成島悦雄さんコラム「こうしたい、これからの動物園」第2話『動物園人 佐藤哲也園長を偲ぶ』

第2話:動物園人 佐藤哲也園長を偲ぶ

2-1 3月6日、私の携帯電話が鳴りました

那須どうぶつ王国と神戸どうぶつ王国の両園の園長である佐藤哲也さんが亡くなったという、知人からの悲しい知らせでした。私が佐藤さんと初めて出会ったのは今から30年ほど前、彼が姫路セントラルパークの飼育課長をしていた頃に遡ります。

岐阜大とともに希少動物の飼育繁殖勉強会を主催されていて、たまたま私がその勉強会に参加して佐藤さんと知り合いました。

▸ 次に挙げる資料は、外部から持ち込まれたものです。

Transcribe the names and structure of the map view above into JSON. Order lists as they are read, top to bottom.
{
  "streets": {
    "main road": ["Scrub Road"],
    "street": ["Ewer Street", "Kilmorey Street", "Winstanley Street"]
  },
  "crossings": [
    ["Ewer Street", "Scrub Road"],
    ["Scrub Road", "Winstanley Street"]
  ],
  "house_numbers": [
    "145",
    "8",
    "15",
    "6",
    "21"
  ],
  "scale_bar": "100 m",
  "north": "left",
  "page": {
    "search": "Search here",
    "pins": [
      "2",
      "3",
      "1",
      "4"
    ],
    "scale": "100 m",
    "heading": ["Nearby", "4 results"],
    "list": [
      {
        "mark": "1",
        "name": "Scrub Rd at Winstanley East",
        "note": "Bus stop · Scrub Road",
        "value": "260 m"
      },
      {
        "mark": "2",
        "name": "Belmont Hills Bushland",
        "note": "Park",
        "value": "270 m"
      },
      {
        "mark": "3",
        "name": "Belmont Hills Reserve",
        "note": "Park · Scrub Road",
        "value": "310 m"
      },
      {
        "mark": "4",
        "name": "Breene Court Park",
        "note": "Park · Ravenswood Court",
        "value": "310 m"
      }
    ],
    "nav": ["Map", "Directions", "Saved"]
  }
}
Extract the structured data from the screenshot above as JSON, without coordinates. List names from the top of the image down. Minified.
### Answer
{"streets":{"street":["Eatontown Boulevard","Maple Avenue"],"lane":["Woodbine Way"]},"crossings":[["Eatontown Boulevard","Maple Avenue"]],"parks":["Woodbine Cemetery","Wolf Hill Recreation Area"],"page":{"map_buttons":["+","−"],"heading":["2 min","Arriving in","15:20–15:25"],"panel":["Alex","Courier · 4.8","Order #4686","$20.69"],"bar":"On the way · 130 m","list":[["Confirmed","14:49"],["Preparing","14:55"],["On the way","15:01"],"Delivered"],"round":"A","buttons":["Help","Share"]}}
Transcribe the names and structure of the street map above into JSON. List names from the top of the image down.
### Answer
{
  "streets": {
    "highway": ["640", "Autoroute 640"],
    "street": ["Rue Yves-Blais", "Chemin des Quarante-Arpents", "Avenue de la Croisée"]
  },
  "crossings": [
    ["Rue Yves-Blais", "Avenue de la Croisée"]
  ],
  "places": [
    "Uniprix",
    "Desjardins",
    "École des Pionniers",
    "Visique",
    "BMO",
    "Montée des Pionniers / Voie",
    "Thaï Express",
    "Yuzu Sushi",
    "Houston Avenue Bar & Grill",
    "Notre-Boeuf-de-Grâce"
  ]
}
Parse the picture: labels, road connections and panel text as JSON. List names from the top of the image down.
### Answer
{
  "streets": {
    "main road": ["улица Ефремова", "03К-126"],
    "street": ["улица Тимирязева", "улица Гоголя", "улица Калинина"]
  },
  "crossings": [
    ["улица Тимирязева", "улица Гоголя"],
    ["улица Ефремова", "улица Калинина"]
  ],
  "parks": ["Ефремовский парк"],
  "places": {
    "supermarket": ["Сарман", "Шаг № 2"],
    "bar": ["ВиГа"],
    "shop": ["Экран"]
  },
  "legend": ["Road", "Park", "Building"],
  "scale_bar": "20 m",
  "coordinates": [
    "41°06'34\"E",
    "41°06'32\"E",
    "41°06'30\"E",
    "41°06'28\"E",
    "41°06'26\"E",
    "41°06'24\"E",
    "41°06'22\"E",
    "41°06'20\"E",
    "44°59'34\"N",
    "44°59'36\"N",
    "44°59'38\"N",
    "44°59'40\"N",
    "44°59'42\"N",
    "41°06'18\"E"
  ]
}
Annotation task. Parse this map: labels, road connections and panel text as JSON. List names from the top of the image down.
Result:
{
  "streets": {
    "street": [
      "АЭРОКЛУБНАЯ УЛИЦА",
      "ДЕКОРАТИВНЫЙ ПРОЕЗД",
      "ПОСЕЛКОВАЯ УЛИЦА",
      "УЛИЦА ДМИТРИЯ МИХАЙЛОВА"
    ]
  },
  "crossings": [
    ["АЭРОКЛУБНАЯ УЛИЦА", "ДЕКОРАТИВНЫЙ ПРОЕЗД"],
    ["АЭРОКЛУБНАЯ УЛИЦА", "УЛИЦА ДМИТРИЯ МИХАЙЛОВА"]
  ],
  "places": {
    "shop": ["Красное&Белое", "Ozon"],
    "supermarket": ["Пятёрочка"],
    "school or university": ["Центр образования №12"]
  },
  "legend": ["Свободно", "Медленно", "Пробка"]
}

希少種の飼育繁殖にとても熱心な人だなというのがその時の印象です。その後、彼は姫路セントラルパークを退職し、動物の運搬や飼育指導を手がける会社を立ち上げたほか、那須どうぶつ王国、神戸どうぶつ王国の園長として大活躍しました。

2-2 地獄の仏さま

私は佐藤さんに足を向けて寝ることができません。今から20年ほど前のことです。当時、私は上野動物園の飼育課調整係長として動物の出し入れを担当していました。上野から横浜の動物園にアジアゾウを繁殖貸与することになっていましたが、ゾウの運搬を請け負った業者が移動前日に突然、動物園の地盤が弱いため運搬できないと仕事をキャンセルしてきたのです。

地盤が弱いことは前からわかっていたことです。
ゾウを受け入れるため様々な準備をしてきた横浜の動物園スタッフは大いに困惑したことと思います。横浜の園長から運搬できないことへの抗議電話を受けた私の上司である上野の園長からは、何とかするようにとの強い命令を受けました。
何とかするようにと言われても、ゾウの運搬を引き受けてくれる業者は簡単には見つかりません。その時、私の脳裏に佐藤さんの顔が浮かびました。

藁をもすがる気持ちで佐藤さんに電話して窮状を訴えたところ、翌日の作業であるにもかかわらず二つ返事で運搬を引き受けてくれたのです。地獄に仏さまがいたのです。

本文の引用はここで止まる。